Glycolipoprotein from Pseudomonas aeruginosa as a protective antigen against P. aeruginosa infection in mice.

After primary subcutaneous immunization of rabbits with glycolipoprotein from Pseudomonas aeruginosa BI, indirect hemagglutinating and bacterial agglutinating activities appeared in the antiserum 6 days after immunization and reached a peak between 15 and 20 days. Both these in vitro activities paralleled in vivo antipseudomonas-induced leukopenia and mouse passive-protection activities. Further experiments indicated that a functional association exists between the hemagglutinating and passive-protection activities, and that passive protection depends on activity levels in the plasma rather than in the peritoneum.

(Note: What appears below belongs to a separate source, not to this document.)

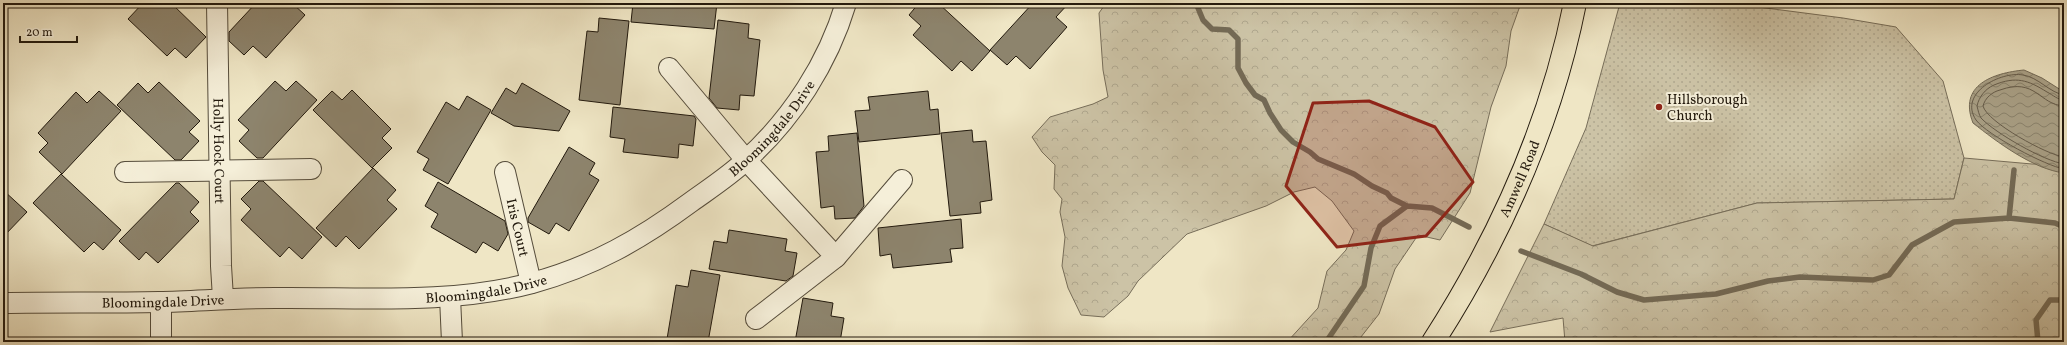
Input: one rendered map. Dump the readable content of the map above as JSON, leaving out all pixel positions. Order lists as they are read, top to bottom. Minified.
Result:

After intraperitoneal injection in mice, in vitro and in vivo activities of antiglycolipoprotein serum declined in the peritoneal cavity as the plasma levels increased. After intravenous injection of the antiglycolipoprotein serum, initially high levels of in vitro and in vivo activity declined at approximately equal rates. Immunoglobulin G (IgG) and immunoglobulin M (IgM) fractions from 15-day antiglycolipoprotein serum were assayed for biological activity. Most of the hemagglutinating and bacterial agglutinating activity and all of the mouse passive-protection activity were found in the IgM fraction. Assay of antiglycolipoprotein serum after 2-mercaptoethanol inactivation of IgM showed that most of the in vitro and all of the passive-protection activities had been destroyed, again locating these activities principally in the IgM fraction of the original antiserum.